►

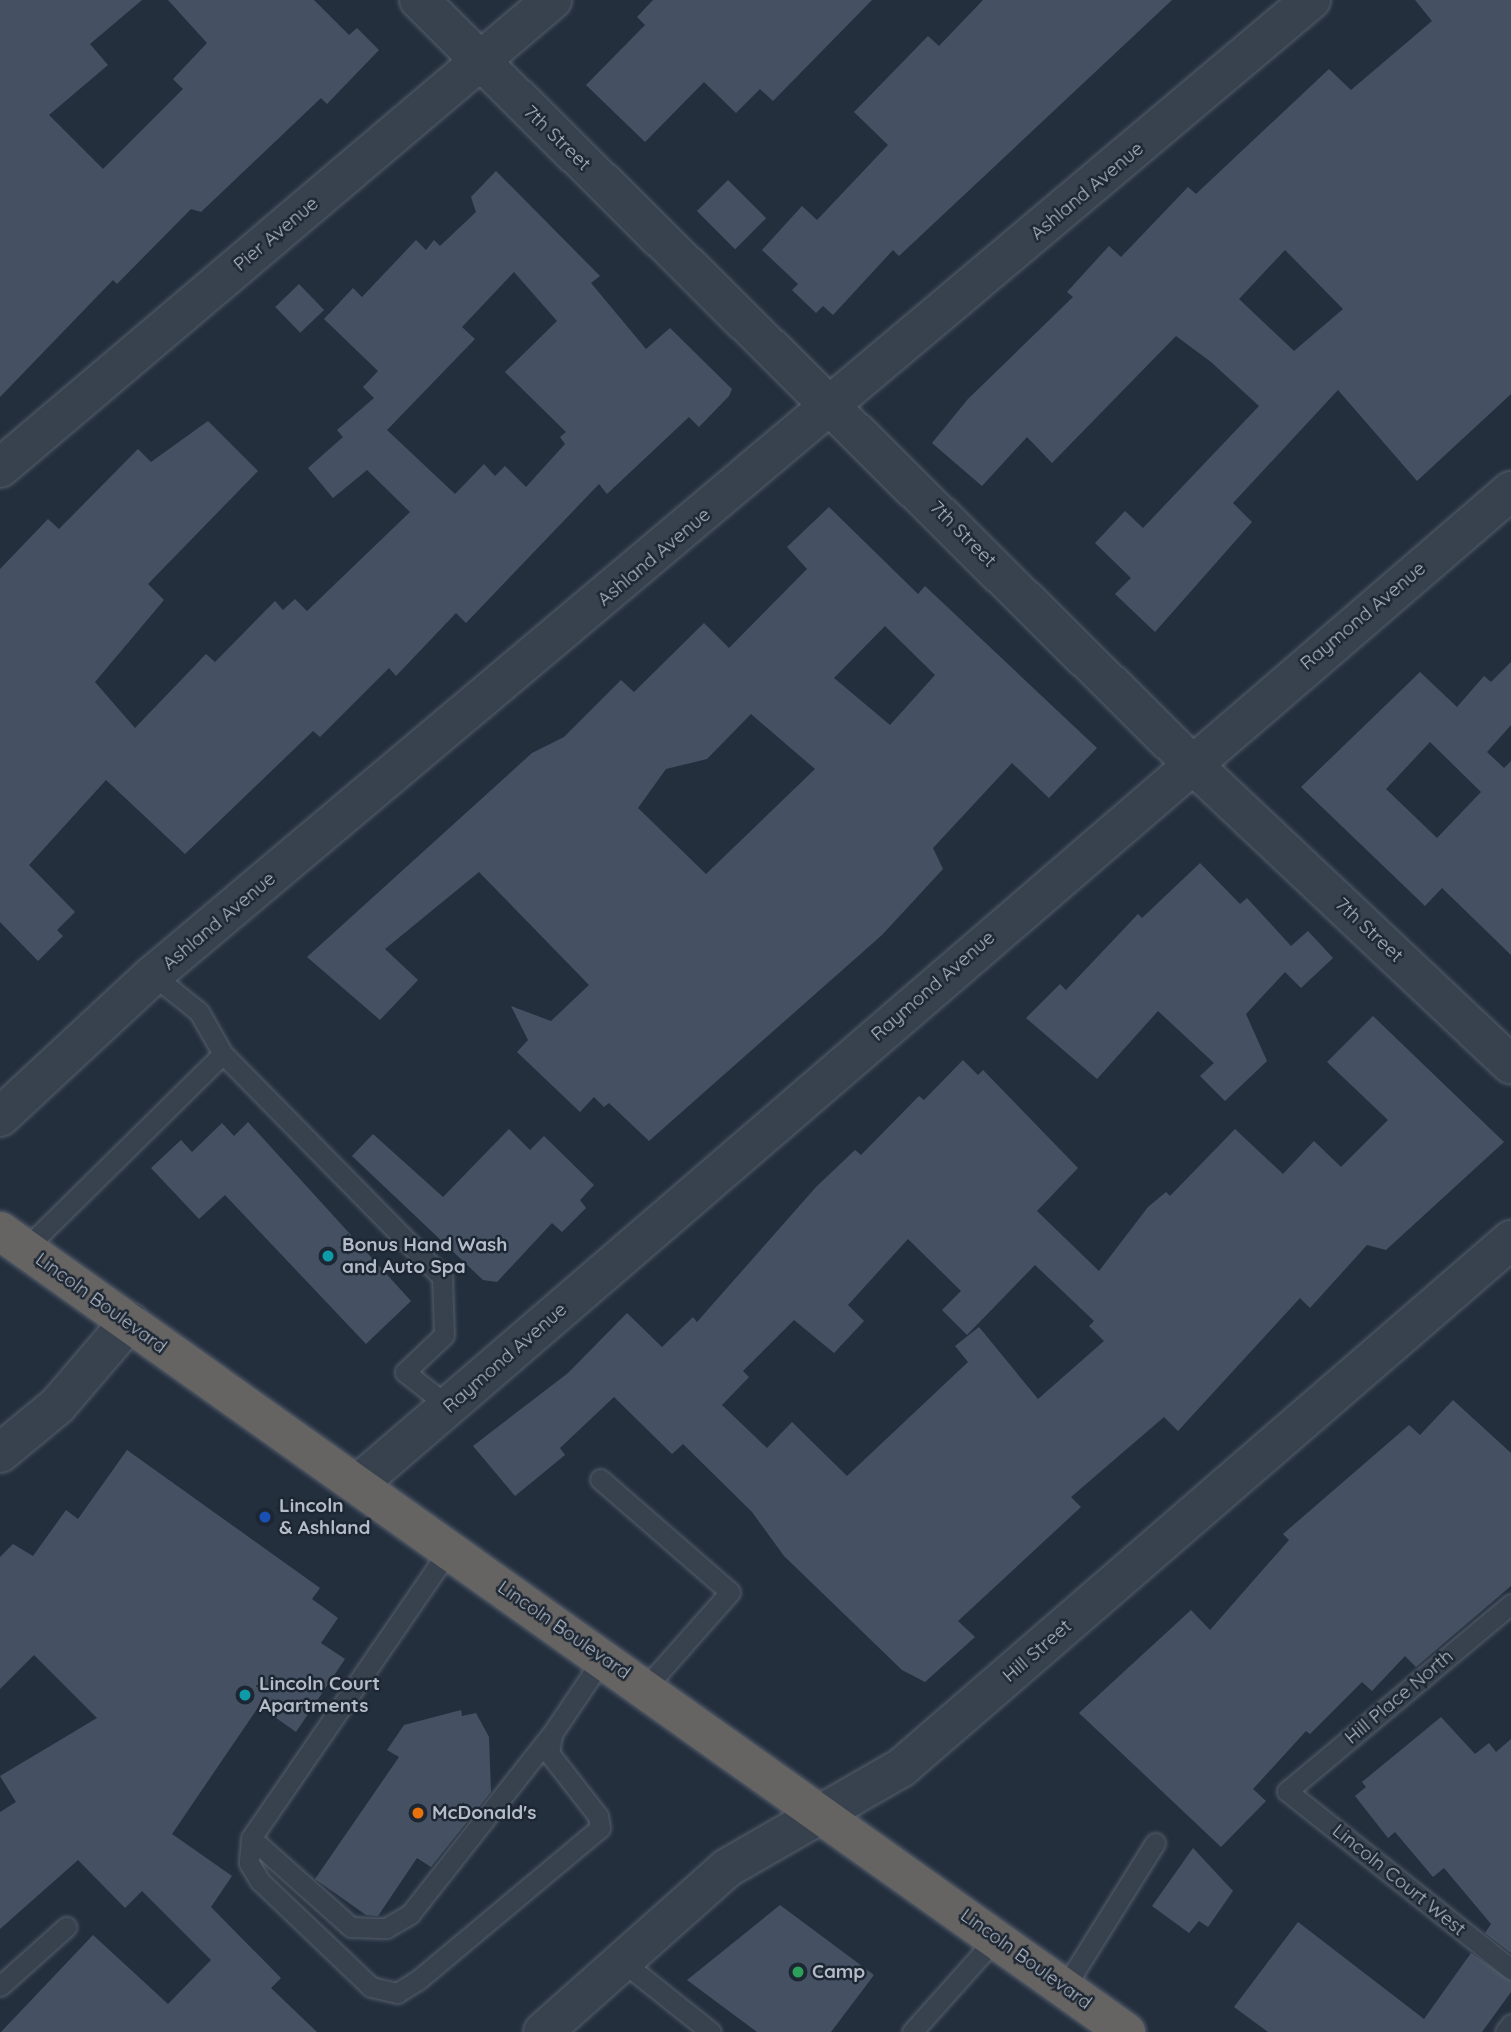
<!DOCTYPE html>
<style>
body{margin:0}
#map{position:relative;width:1511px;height:2032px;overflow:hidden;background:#242f3e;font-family:Quicksand,sans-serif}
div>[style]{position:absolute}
.building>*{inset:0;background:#455162;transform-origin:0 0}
.roads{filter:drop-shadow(0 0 2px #565f6c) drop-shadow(0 0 2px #565f6c)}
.service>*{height:19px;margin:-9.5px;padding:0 9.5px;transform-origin:9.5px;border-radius:9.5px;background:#38414e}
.minor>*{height:38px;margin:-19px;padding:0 19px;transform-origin:19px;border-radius:19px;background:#38414e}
.trunk>*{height:38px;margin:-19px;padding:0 19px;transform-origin:19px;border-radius:19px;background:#656462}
.dots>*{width:19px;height:19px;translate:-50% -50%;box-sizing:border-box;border:4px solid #1d2633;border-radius:50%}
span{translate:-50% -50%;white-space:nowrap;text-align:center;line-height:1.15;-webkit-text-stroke:5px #1d2633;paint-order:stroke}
.street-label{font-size:19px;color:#b4bcc9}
.poi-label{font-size:19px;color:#b4bcc9;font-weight:700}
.left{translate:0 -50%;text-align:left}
</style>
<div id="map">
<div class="building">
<i style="clip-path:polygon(0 0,142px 0,90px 44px,108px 65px,49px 115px,103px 169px,183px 89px,173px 79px,207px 43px,168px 0,314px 0,349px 35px,357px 28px,379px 50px,327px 104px,321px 98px,201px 212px,191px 209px,117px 284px,113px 280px,0 397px)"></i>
<i style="clip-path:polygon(653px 0,872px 0,773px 101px,760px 89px,736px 113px,704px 82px,645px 142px,586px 85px,645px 25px,637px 17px)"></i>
<i style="clip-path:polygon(983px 0,1172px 0,899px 256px,893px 250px,833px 315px,823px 306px,816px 313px,792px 290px,798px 284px,762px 250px,802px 206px,817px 220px,888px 145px,854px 112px,928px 36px,939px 46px)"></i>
<i style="clip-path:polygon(evenodd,1415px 0,1511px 0,1511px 394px,1417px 481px,1338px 390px,1233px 503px,1252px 522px,1155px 632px,1115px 594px,1131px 578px,1095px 543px,1125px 511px,1143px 528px,1259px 406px,1211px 362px,1176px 336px,1052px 463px,1027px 437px,982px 486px,932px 443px,968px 399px,1073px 297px,1067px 292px,1109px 246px,1121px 257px,1188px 187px,1196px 194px,1329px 69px,1351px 90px,1432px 21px,1415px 0,1285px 250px,1343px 309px,1294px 351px,1239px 299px,1285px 250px)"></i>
<i style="clip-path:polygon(evenodd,496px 171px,600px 276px,591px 283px,646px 349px,670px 328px,732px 389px,729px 396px,699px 427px,689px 417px,607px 494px,599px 484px,466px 623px,456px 613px,396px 676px,389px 668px,320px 737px,313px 731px,185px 854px,106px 780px,29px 865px,75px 912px,57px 930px,63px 936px,38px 961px,0 922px,0 569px,48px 519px,59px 529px,138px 449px,151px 462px,208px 421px,258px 471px,148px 584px,164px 600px,95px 682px,135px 728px,206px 654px,215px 662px,275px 601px,283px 610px,295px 599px,307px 611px,410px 512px,367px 470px,333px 498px,308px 468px,343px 437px,337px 430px,374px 398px,363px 387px,378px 371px,324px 319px,353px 288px,362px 297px,416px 240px,426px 250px,434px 240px,440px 246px,476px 212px,471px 197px,496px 171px,514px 272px,557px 321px,505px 372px,566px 432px,560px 437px,565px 444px,526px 487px,505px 466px,495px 476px,484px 464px,455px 494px,387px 430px,475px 339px,462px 327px,514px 272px)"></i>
<i style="left:728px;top:180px;width:54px;height:44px;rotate:45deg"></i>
<i style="left:299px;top:284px;width:36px;height:33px;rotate:46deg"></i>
<i style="clip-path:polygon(evenodd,829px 507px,918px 594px,925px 586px,1097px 748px,1049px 798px,1012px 763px,933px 848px,943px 869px,882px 935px,649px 1141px,609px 1103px,604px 1107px,594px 1097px,580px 1112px,517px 1052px,528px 1040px,511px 1006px,551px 1021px,589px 985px,479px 872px,385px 949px,418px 980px,380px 1020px,307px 957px,532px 753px,564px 737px,621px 680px,634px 692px,704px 623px,729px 648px,807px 569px,787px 547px,829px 507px,885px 626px,935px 675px,890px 725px,834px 678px,885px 626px,829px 507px,751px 714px,815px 769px,706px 874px,638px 808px,666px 769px,707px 759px,751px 714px)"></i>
<i style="clip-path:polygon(evenodd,1511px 662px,1511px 725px,1487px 752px,1504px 768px,1511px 761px,1511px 955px,1442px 888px,1425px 906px,1301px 787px,1420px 672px,1457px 707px,1484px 676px,1491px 682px,1511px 662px,1430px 742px,1481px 792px,1437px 838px,1386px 789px,1430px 742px)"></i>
<i style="clip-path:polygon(1200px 863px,1240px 904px,1247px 898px,1291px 946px,1308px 931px,1333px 958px,1301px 988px,1285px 972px,1246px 1014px,1267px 1061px,1225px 1101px,1200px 1076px,1214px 1063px,1158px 1011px,1097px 1079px,1026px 1018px,1060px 984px,1066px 990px,1138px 914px,1142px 918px)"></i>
<i style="clip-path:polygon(evenodd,1373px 1016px,1504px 1142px,1386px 1250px,1367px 1245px,1310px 1308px,1300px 1298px,1178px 1431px,1164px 1417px,1071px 1497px,1081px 1507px,958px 1621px,975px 1637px,925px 1682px,902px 1670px,784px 1556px,752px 1512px,683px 1444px,672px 1454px,614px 1397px,560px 1448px,565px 1455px,515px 1496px,473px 1446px,568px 1373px,627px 1313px,662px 1347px,693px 1317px,697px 1322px,816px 1187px,855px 1150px,861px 1155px,919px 1096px,924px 1100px,963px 1060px,978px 1075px,983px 1070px,1078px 1168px,1037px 1211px,1099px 1271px,1148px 1207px,1166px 1192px,1170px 1196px,1235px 1129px,1283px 1174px,1314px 1141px,1341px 1167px,1388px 1120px,1327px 1062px,1373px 1016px,908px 1239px,961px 1291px,942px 1310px,967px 1335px,1035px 1265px,1094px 1321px,1089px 1326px,1104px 1341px,1038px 1399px,979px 1327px,955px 1346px,968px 1362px,847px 1476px,792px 1422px,767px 1448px,722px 1405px,749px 1377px,743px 1371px,794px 1320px,834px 1353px,864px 1321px,848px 1305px,908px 1239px)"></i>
<i style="clip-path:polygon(248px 1122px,411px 1301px,366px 1344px,225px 1195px,199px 1219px,151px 1168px,181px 1140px,192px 1152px,222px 1123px,234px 1136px)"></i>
<i style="clip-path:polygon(509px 1129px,530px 1150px,544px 1136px,594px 1185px,580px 1200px,586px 1208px,562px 1232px,552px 1223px,497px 1282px,483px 1280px,352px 1156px,373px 1134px,443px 1197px)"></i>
<i style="clip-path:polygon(1453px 1400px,1511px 1453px,1511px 1586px,1416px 1667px,1405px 1656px,1372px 1691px,1362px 1682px,1310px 1734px,1306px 1731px,1253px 1789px,1266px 1801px,1221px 1847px,1079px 1713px,1191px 1610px,1210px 1630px,1289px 1540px,1283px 1534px,1409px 1425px,1420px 1435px)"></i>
<i style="clip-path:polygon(127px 1450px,320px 1588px,312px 1599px,338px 1618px,321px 1643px,345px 1659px,296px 1732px,259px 1706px,172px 1834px,232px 1876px,211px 1907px,281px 1978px,271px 1988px,317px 2032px,1px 2032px,93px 1935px,168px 2004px,211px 1960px,142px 1891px,125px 1908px,78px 1860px,0 1929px,0 1812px,16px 1802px,0 1776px,97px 1718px,34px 1655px,0 1689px,0 1557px,13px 1544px,33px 1556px,66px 1510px,78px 1519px)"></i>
<i style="clip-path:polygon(461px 1710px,462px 1716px,476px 1713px,489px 1737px,491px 1792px,431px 1867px,417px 1858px,378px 1916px,366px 1915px,315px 1879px,399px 1757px,387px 1750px,404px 1725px)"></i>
<i style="clip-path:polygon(1441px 1717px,1475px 1754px,1489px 1743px,1496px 1752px,1511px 1739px,1511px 1953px,1485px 1933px,1491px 1924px,1444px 1868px,1433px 1877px,1395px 1832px,1388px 1838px,1355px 1796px,1366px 1787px,1362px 1782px)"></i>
<i style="clip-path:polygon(1193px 1848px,1233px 1891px,1208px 1927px,1199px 1921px,1189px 1933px,1152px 1906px)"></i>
<i style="clip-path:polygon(780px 1905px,874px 1975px,831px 2032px,757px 2032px,687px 1980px)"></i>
<i style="clip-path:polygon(1298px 1922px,1424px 2019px,1471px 1953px,1511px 1981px,1511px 1992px,1482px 2032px,1268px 2032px,1234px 2007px)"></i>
</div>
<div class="roads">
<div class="service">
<i style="left:153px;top:975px;width:59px;rotate:38.8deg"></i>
<i style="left:199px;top:1012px;width:48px;rotate:60.3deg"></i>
<i style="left:25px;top:1249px;width:278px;rotate:-44.6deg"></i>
<i style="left:223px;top:1054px;width:313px;rotate:45.5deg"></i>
<i style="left:442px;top:1277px;width:58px;rotate:88deg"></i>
<i style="left:444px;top:1335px;width:54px;rotate:136.5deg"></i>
<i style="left:405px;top:1372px;width:56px;rotate:38.5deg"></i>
<i style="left:600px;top:1479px;width:172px;rotate:41deg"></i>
<i style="left:730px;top:1592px;width:127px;rotate:131.5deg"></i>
<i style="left:449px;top:1550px;width:349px;rotate:124.5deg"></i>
<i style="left:251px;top:1838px;width:25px;rotate:95deg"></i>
<i style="left:249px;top:1863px;width:21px;rotate:59deg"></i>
<i style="left:260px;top:1881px;width:153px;rotate:43.7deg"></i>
<i style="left:371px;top:1987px;width:27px;rotate:13deg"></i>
<i style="left:397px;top:1993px;width:25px;rotate:-32deg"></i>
<i style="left:418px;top:1980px;width:237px;rotate:-39.9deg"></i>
<i style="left:600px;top:1828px;width:12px;rotate:-99deg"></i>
<i style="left:598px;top:1816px;width:80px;rotate:-127.9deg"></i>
<i style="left:549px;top:1753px;width:19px;rotate:-81deg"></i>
<i style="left:552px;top:1734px;width:92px;rotate:-56.1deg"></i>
<i style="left:1511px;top:1604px;width:292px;rotate:140.1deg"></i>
<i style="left:1287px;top:1791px;width:286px;rotate:38.5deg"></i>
<i style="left:251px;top:1838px;width:134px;rotate:41.7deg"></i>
<i style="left:351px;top:1927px;width:35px;rotate:2deg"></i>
<i style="left:386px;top:1928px;width:28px;rotate:-30deg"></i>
<i style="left:410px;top:1914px;width:228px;rotate:-51.8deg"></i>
<i style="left:623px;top:1962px;width:112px;rotate:38.5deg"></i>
<i style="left:0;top:1986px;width:89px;rotate:-41.8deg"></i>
<i style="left:1065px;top:1987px;width:170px;rotate:-58deg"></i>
<i style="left:912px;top:2032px;width:126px;rotate:-48.2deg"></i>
<i style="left:1505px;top:2032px;width:10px;rotate:-53deg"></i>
</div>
<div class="minor">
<i style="left:419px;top:0;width:1084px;rotate:44.66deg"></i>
<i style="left:1190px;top:762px;width:441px;rotate:43.3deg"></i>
<i style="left:0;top:468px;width:724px;rotate:-40.29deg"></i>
<i style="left:0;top:1117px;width:209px;rotate:-42.9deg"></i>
<i style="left:153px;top:975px;width:1514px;rotate:-40.1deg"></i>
<i style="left:0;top:1453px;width:74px;rotate:-39.5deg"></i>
<i style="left:57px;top:1406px;width:111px;rotate:-49.4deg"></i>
<i style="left:358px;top:1484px;width:1522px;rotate:-40.74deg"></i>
<i style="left:543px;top:2032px;width:246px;rotate:-41.7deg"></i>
<i style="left:727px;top:1868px;width:201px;rotate:-29.9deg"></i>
<i style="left:901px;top:1768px;width:807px;rotate:-40.88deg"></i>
</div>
<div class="trunk">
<i style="left:0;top:1231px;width:1382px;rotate:35.43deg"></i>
</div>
</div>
<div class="dots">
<i style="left:328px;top:1256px;background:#0f9aa8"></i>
<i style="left:265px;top:1517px;background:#1a4fb4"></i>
<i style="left:245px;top:1695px;background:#0f9aa8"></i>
<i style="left:418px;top:1813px;background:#e8710a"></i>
<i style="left:798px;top:1972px;background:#2e9e5b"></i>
</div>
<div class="street-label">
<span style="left:557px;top:138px;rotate:44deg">7th Street</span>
<span style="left:1087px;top:191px;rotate:-40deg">Ashland Avenue</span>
<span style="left:276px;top:234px;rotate:-40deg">Pier Avenue</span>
<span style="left:963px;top:534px;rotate:45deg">7th Street</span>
<span style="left:654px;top:557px;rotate:-40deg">Ashland Avenue</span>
<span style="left:1363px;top:616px;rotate:-40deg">Raymond Avenue</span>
<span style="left:219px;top:921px;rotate:-40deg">Ashland Avenue</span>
<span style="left:1369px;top:930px;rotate:43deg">7th Street</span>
<span style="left:933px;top:986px;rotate:-41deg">Raymond Avenue</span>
<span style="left:101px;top:1303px;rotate:36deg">Lincoln Boulevard</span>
<span style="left:505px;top:1358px;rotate:-41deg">Raymond Avenue</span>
<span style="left:564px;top:1630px;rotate:35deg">Lincoln Boulevard</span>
<span style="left:1037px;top:1651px;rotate:-41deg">Hill Street</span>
<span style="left:1399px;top:1697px;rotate:-40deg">Hill Place North</span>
<span style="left:1399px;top:1880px;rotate:39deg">Lincoln Court West</span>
<span style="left:1026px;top:1959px;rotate:36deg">Lincoln Boulevard</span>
</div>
<div class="poi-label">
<span class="left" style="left:342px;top:1256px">Bonus Hand Wash<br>and Auto Spa</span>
<span class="left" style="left:279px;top:1517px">Lincoln<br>&amp; Ashland</span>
<span class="left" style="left:259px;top:1695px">Lincoln Court<br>Apartments</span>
<span class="left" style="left:432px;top:1813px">McDonald's</span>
<span class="left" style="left:812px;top:1972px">Camp</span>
</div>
</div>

◄

WHAT YOU WILL DO: The reply should hold only the lines running from the top of the records to the line containing "2px #565f6c) drop-shadow(0", both included, copied exactly with no pictures.

EXPECTED OUTPUT:
<!DOCTYPE html>
<style>
body{margin:0}
#map{position:relative;width:1511px;height:2032px;overflow:hidden;background:#242f3e;font-family:Quicksand,sans-serif}
div>[style]{position:absolute}
.building>*{inset:0;background:#455162;transform-origin:0 0}
.roads{filter:drop-shadow(0 0 2px #565f6c) drop-shadow(0 0 2px #565f6c)}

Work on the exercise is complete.